## Material provided
* * * * *

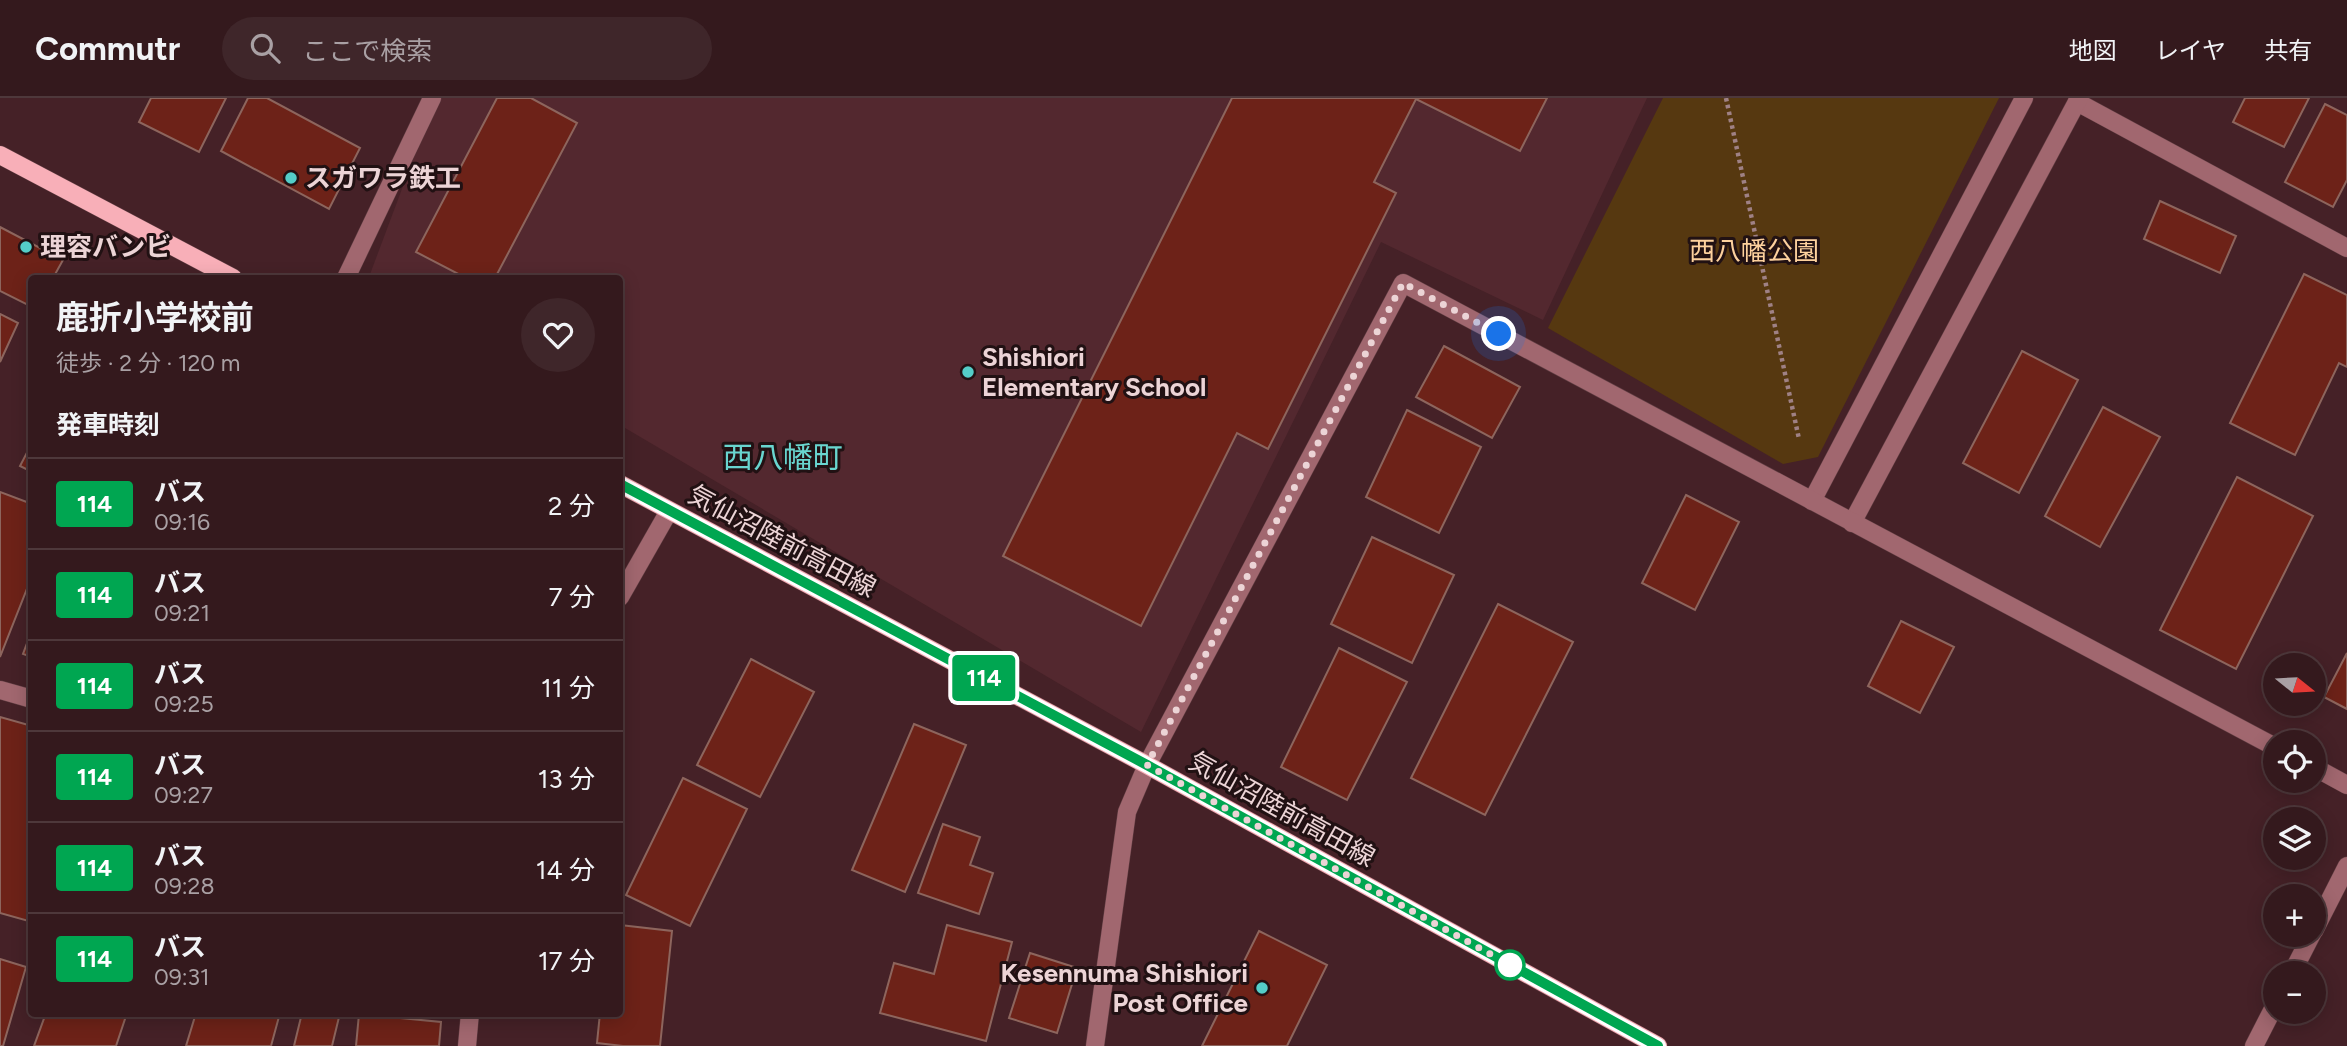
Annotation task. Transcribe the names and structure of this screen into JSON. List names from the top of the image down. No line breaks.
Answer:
{"streets":{"main road":["気仙沼陸前高田線"]},"districts":["西八幡町"],"parks":["西八幡公園"],"places":["スガワラ鉄工","理容バンビ","Shishiori Elementary School","Kesennuma Shishiori Post Office"],"lines":["bus line 114"],"north":"right","page":{"header":"Commutr","search":"ここで検索","nav":["地図","レイヤ","共有"],"on_map":"114","heading":[["鹿折小学校前","徒歩 · 2 分 · 120 m"],"発車時刻"],"list":[{"mark":"114","name":"バス","note":"09:16","value":"2 分"},{"mark":"114","name":"バス","note":"09:21","value":"7 分"},{"mark":"114","name":"バス","note":"09:25","value":"11 分"},{"mark":"114","name":"バス","note":"09:27","value":"13 分"},{"mark":"114","name":"バス","note":"09:28","value":"14 分"},{"mark":"114","name":"バス","note":"09:31","value":"17 分"}],"map_buttons":["+","−"]}}
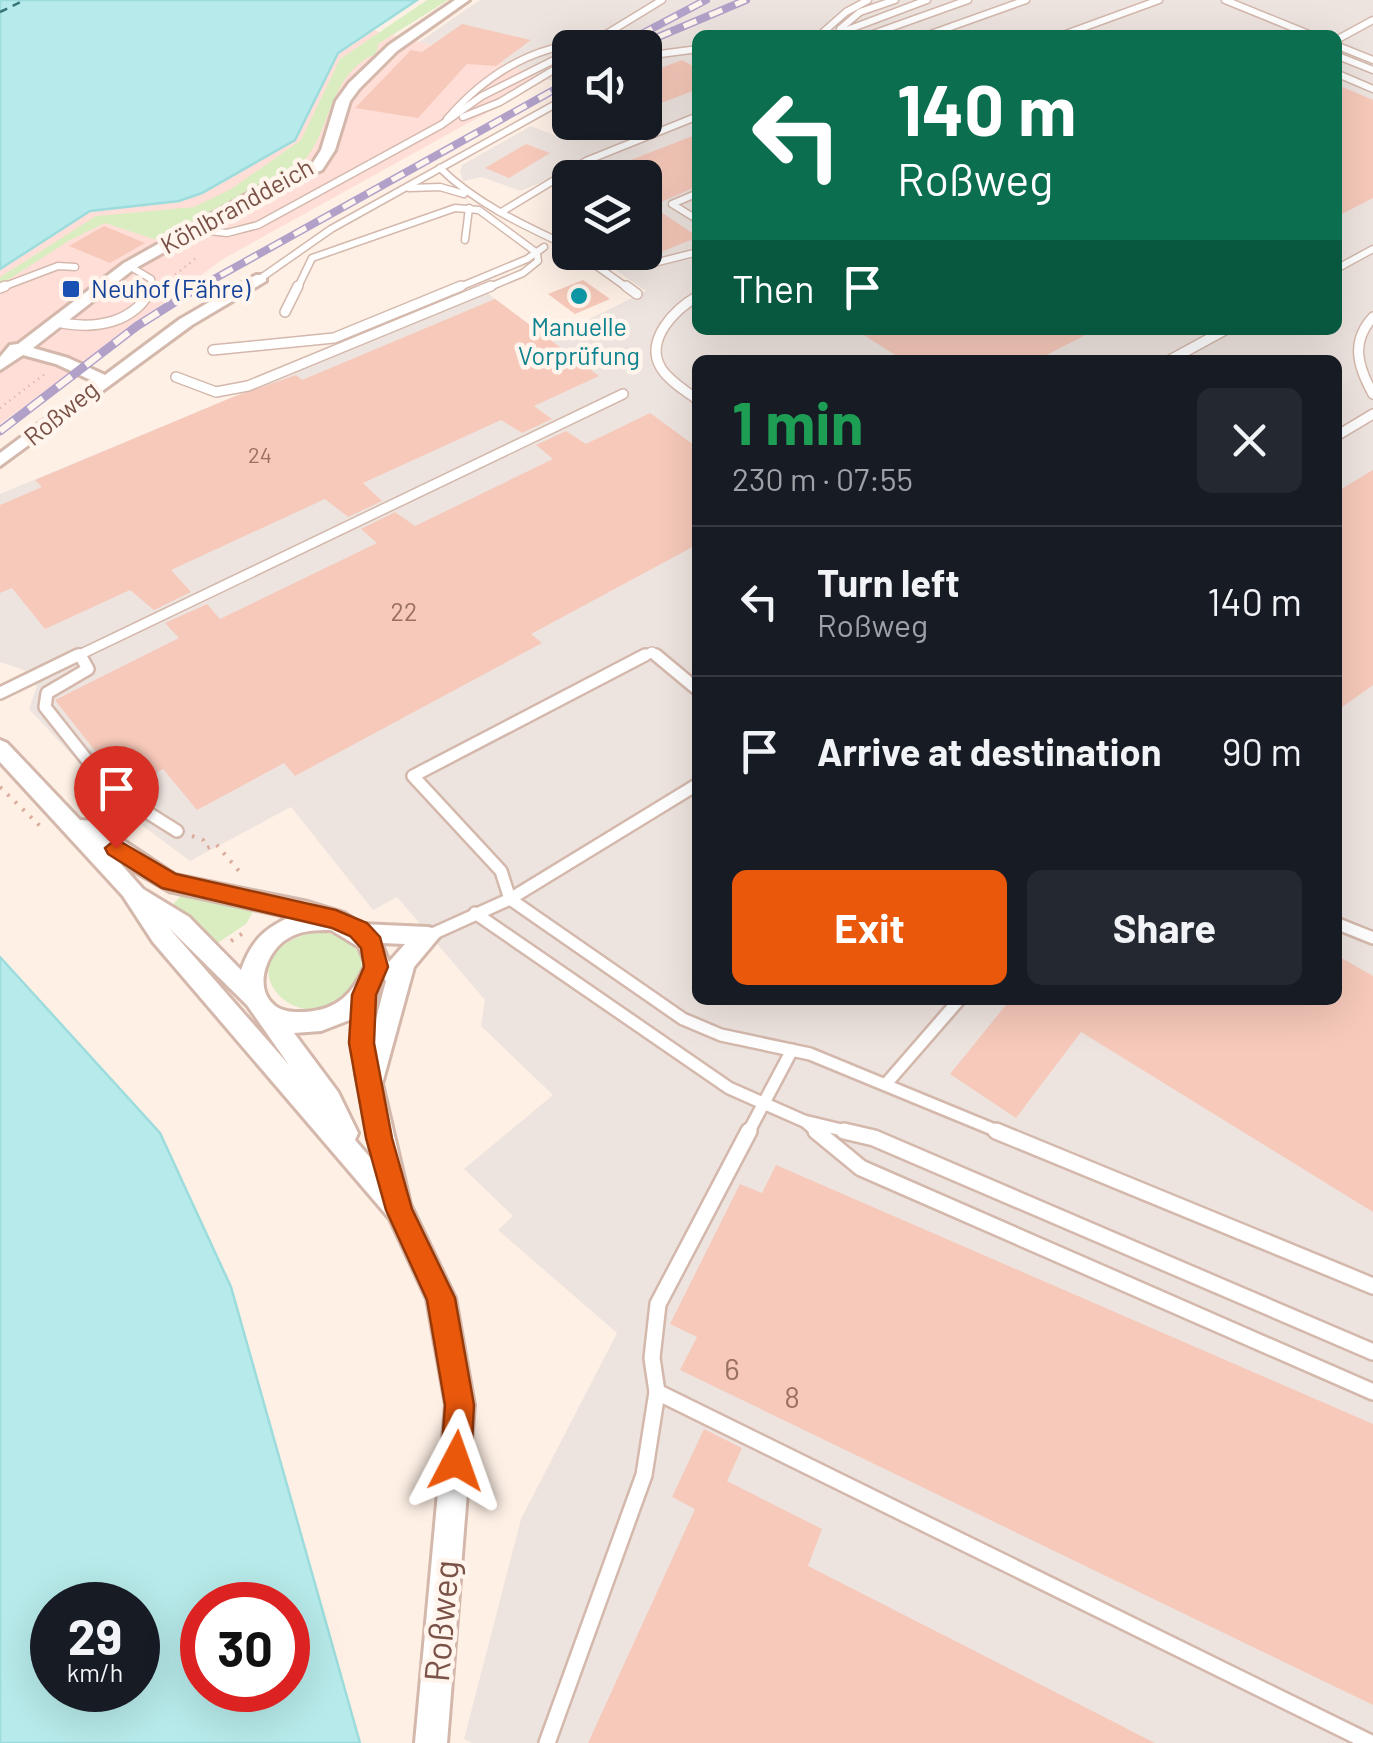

* * * * *

## What you need to do
Output the material above verbatim but exclude each picture.

## Answer to the exercise
Annotation task. Transcribe the names and structure of this screen into JSON. List names from the top of the image down. No line breaks.
Answer:
{"streets":{"main road":["気仙沼陸前高田線"]},"districts":["西八幡町"],"parks":["西八幡公園"],"places":["スガワラ鉄工","理容バンビ","Shishiori Elementary School","Kesennuma Shishiori Post Office"],"lines":["bus line 114"],"north":"right","page":{"header":"Commutr","search":"ここで検索","nav":["地図","レイヤ","共有"],"on_map":"114","heading":[["鹿折小学校前","徒歩 · 2 分 · 120 m"],"発車時刻"],"list":[{"mark":"114","name":"バス","note":"09:16","value":"2 分"},{"mark":"114","name":"バス","note":"09:21","value":"7 分"},{"mark":"114","name":"バス","note":"09:25","value":"11 分"},{"mark":"114","name":"バス","note":"09:27","value":"13 分"},{"mark":"114","name":"バス","note":"09:28","value":"14 分"},{"mark":"114","name":"バス","note":"09:31","value":"17 分"}],"map_buttons":["+","−"]}}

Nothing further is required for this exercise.